Last time, as you remember, I made the point that Christ must have his Church - but not just some universal church, some church without particular people in it.  And I left you with the pointed affirmation that if we want what Jesus wants, we also ought to want the church in a particular sense.  For those of you who aren't getting what I mean, let me say it plainly: if you don't belong to a local church, you're disdaining the people Jesus has called to himself.

There are a lot of places to go from there - places most people avoid studiously so they can do as little as possible for those who are fallen and only Jesus can get them back up again.  But I'm going to make my second post here about someplace I think you need to think about before the weekend kicks off: your worship is too puny if you worship this weekend without God's people.

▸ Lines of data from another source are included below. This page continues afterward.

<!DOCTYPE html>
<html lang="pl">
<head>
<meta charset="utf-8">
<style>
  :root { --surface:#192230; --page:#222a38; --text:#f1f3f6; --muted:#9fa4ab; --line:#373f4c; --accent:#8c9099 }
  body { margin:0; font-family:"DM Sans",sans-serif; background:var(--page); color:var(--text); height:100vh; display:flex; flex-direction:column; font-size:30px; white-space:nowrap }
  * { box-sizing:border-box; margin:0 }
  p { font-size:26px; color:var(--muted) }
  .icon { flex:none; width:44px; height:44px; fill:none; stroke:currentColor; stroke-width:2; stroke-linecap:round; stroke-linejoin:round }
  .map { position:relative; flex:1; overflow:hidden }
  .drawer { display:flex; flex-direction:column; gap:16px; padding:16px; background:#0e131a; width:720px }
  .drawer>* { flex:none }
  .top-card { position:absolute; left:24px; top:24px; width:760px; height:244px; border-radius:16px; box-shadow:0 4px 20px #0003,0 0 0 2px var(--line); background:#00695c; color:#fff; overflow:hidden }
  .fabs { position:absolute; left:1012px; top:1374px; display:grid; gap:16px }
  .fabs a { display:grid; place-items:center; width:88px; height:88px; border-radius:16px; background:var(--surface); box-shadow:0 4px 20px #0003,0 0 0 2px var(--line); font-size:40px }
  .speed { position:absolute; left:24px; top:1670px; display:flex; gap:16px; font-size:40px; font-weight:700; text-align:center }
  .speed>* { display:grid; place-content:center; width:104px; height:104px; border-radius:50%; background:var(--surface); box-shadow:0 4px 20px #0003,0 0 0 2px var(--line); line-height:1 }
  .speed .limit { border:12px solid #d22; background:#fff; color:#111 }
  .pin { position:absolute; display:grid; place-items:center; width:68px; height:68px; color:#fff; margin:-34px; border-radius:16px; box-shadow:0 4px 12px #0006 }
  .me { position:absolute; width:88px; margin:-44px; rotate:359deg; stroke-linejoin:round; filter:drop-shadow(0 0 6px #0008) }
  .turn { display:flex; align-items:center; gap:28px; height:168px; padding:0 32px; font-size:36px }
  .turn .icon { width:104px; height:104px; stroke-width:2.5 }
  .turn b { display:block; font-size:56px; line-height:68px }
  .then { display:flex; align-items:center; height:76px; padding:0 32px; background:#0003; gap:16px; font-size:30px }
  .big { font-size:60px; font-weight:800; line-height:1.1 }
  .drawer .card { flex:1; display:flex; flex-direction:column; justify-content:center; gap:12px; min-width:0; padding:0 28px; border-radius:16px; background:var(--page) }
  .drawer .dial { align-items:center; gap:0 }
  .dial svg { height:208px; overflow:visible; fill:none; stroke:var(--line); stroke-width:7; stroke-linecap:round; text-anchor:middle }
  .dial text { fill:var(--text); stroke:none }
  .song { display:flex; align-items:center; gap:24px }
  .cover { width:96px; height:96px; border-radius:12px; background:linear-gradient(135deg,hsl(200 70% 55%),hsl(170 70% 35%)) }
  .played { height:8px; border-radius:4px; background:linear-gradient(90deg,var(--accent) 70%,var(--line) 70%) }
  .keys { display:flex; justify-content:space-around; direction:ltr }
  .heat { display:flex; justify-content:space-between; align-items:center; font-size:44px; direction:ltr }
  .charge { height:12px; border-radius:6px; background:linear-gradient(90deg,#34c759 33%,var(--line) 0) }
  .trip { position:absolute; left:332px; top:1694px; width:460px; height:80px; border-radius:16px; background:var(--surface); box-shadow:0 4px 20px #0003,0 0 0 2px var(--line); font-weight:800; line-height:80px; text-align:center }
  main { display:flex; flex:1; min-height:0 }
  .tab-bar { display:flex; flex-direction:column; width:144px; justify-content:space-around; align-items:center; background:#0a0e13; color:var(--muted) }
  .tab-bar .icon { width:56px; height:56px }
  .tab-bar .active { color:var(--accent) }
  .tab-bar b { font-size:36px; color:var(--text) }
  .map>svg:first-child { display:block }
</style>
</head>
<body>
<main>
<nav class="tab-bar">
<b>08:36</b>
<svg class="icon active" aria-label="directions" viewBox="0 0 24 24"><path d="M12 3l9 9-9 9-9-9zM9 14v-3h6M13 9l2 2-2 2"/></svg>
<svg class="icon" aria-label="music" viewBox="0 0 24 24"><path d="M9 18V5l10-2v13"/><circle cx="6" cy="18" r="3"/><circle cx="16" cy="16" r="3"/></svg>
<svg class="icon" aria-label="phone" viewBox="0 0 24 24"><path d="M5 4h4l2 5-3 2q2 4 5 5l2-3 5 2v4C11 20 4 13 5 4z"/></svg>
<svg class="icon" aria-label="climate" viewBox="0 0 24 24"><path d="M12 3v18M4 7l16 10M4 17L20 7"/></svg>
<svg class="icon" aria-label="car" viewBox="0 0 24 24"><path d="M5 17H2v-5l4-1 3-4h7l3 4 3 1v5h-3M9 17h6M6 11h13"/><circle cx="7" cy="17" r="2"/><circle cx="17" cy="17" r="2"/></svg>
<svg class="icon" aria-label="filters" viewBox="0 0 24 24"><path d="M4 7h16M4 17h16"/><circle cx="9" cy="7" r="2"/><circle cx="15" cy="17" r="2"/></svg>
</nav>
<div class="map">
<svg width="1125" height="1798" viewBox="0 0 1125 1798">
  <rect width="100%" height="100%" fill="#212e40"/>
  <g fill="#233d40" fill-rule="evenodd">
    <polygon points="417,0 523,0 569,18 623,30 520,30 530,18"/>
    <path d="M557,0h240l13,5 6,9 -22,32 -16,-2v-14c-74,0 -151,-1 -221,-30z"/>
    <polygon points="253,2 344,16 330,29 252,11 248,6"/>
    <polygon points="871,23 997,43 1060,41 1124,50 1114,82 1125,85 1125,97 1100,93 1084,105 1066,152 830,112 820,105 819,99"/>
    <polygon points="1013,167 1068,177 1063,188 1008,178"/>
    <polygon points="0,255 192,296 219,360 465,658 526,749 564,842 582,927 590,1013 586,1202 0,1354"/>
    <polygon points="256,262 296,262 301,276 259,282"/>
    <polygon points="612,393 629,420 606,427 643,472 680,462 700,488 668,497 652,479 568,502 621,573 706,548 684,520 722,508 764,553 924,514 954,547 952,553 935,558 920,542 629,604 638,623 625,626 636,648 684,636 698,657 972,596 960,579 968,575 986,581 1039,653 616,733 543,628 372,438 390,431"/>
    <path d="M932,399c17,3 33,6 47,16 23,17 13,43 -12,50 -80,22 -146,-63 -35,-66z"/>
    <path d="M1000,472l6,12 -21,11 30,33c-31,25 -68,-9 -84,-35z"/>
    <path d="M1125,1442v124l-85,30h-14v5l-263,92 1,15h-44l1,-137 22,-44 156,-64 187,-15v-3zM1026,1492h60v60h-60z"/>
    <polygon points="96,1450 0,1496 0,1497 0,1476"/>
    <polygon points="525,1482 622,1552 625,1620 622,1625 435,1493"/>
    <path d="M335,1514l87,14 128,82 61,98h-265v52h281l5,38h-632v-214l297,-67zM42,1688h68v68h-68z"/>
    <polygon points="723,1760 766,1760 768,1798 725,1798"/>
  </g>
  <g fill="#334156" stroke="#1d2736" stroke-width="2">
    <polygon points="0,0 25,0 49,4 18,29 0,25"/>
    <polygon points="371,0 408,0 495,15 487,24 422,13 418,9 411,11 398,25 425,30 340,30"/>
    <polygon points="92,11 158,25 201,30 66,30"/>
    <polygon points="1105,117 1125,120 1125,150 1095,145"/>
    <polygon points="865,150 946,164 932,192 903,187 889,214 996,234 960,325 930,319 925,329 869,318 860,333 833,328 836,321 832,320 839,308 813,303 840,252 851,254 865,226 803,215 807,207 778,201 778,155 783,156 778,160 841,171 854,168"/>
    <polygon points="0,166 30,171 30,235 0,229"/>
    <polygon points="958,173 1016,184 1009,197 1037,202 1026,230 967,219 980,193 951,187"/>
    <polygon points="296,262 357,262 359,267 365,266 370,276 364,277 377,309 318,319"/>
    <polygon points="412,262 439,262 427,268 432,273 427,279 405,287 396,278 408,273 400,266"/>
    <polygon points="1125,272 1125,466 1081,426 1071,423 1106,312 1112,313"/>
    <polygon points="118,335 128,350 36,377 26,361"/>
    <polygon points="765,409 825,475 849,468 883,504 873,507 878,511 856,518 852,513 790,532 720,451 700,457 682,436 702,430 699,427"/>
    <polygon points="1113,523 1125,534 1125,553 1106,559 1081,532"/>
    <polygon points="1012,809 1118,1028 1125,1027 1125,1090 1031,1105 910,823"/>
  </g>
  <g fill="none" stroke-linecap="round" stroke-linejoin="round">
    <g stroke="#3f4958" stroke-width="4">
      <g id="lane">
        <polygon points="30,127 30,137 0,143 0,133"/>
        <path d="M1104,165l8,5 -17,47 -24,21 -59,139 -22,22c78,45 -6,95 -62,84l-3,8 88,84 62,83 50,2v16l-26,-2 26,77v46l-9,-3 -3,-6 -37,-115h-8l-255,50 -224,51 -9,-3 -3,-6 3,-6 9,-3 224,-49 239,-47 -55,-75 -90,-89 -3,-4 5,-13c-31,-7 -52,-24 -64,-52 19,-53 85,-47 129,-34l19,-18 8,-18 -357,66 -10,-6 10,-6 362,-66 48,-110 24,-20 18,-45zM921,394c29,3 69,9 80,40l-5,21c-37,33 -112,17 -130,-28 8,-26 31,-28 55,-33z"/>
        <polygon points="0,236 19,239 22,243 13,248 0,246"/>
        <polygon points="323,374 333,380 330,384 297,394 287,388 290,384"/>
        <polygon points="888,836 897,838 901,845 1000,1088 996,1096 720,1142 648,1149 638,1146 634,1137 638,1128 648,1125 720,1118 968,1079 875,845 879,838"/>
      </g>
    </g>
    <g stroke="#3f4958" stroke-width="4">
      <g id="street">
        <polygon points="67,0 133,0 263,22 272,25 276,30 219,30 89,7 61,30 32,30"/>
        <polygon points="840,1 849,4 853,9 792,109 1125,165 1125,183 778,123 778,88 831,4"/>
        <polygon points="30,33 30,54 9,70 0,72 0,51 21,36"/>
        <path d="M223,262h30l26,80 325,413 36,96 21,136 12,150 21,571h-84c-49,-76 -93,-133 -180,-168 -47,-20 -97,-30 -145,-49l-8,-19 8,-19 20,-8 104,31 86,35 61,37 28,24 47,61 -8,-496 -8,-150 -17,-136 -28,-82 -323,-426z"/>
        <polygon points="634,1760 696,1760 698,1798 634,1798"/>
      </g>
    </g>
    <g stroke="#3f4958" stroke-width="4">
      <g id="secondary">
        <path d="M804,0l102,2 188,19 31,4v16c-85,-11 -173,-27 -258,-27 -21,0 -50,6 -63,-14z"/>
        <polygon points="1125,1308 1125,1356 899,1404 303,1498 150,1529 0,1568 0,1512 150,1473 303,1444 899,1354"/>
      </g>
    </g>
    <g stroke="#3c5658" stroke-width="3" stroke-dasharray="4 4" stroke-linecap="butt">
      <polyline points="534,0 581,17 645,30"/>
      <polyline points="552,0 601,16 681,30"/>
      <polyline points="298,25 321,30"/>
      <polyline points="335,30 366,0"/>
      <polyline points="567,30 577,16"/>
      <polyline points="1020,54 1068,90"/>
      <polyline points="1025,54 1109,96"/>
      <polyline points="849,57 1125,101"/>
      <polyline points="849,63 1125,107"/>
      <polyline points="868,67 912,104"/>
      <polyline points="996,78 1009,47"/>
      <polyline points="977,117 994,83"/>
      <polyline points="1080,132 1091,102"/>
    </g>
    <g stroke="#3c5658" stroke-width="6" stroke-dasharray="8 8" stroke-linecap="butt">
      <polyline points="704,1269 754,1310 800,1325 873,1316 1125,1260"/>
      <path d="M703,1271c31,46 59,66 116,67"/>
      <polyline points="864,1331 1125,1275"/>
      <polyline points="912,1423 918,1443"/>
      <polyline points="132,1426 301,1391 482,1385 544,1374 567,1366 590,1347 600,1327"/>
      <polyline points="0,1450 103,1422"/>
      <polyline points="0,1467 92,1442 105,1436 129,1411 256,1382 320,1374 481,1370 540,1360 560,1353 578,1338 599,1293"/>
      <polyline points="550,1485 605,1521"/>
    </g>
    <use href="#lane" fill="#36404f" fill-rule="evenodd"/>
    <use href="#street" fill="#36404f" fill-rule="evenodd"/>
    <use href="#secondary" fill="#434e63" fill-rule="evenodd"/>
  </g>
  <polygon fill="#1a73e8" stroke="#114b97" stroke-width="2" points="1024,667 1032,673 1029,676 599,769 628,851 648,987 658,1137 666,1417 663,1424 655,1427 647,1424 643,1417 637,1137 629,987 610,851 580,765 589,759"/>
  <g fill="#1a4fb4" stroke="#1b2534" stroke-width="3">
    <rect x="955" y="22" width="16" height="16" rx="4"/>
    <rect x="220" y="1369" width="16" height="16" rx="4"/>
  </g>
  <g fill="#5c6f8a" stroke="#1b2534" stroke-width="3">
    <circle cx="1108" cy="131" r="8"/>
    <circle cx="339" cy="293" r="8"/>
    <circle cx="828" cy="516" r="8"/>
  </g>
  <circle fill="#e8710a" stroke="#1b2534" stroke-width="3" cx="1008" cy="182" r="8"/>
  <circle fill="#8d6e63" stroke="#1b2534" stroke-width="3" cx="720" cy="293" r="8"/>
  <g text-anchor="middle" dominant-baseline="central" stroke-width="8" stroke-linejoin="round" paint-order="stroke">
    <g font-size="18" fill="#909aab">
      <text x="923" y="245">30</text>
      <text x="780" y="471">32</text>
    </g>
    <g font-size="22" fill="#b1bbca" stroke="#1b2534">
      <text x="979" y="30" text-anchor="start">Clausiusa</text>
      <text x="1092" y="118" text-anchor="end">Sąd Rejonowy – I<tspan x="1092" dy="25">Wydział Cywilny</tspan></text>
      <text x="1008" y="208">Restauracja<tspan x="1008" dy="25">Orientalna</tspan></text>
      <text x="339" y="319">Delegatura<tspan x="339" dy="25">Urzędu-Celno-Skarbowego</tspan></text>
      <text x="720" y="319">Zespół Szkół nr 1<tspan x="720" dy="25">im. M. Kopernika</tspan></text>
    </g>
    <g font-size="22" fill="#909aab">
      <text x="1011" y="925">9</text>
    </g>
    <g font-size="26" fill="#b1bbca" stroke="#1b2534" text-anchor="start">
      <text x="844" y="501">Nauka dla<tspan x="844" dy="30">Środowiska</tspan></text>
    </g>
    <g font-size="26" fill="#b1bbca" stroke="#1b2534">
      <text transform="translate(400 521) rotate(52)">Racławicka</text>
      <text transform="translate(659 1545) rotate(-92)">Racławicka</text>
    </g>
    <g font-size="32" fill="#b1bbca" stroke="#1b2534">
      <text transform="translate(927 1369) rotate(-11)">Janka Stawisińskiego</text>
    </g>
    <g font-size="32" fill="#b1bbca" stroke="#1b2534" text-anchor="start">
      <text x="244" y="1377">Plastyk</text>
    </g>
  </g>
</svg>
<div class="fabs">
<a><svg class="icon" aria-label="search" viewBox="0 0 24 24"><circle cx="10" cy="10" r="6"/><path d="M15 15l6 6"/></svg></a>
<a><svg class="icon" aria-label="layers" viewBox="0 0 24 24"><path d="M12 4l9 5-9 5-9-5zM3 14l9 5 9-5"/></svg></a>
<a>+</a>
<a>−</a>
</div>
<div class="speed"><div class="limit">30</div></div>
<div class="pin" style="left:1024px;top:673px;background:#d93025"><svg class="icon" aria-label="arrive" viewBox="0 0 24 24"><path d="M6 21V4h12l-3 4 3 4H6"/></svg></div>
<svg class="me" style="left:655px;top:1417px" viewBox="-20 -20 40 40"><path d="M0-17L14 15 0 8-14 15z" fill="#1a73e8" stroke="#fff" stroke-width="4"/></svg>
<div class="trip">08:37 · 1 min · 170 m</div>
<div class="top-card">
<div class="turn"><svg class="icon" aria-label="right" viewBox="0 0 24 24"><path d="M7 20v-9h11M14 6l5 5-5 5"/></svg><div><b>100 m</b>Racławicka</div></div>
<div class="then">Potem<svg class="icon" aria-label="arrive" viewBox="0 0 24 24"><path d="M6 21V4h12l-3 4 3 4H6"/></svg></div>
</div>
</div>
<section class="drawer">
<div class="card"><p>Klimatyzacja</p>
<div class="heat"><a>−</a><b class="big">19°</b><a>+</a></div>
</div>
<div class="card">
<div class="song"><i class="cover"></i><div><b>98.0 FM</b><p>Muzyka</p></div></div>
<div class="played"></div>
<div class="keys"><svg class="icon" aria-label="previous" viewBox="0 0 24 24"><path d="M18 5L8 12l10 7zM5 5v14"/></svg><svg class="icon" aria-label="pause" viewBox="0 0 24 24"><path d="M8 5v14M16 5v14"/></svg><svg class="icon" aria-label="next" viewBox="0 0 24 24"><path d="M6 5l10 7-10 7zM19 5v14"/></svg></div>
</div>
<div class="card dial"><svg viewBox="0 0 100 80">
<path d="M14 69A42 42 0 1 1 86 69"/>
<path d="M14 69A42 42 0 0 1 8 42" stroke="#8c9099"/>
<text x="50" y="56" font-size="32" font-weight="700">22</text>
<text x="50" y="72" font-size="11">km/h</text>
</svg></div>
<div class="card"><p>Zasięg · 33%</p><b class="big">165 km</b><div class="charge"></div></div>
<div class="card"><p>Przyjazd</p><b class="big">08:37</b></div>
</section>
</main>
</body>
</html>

Look: How Sweet the sound that Saved a Wretch like Me, right?  Everybody reading this blog understands how great is the grace which is used to save "me personally," (whosoever you personally may be), but that fantastic, impossible, immeasurable grace which God used to save you is magnified when you stand next to someone else who was also saved by that grace - your spouse, for example.  Or maybe your kids.  Or maybe all of you - and some of you are planning to House Church it this weekend because you have two or more gathered together in His name.  In that way, you think your job is done, your obligation and gratitude toward God Almighty and the Lamb who was Slain before the Foundation of the World is all set.

But I want you to think about this:  Jesus didn't die for us so that those who were born of the will of man could (or merely might) worship with us.  He came to his own, and his own people did not receive him.  But to all who did receive him, who believed in his name, he gave the right to become children of God, who were born, not of blood nor of the will of the flesh nor of the will of man, but of God.  That doesn't mean that you were surprised at how many children you and your spouse had because they were all born when God appointed them to be born: it means that there are many more people born into the family of God than you and your spouse can have made.  It means that somehow God's grace and mercy in Jesus Christ is greater than the will of any man or woman.

That's why you need to get together with other people not related to you by blood or marriage or because they are like you in some ordinary way based on your preferences: because God is glorified when we get together all of us who are born into His family and show it and say it and see it publicly.  It Makes God's greatness obvious to all and confuses the world in all the right ways when we do it - because they have no idea why every tribe and tongue and neighborhood ought to be able to sing the same (unpopular) songs and eat the same (small portioned) meal and hear the same (sometimes complicated, sometimes apparently-clichéd) words of life.

But we do.  And we should.  And if we don't, shame on us - for making too little of what God has done for us.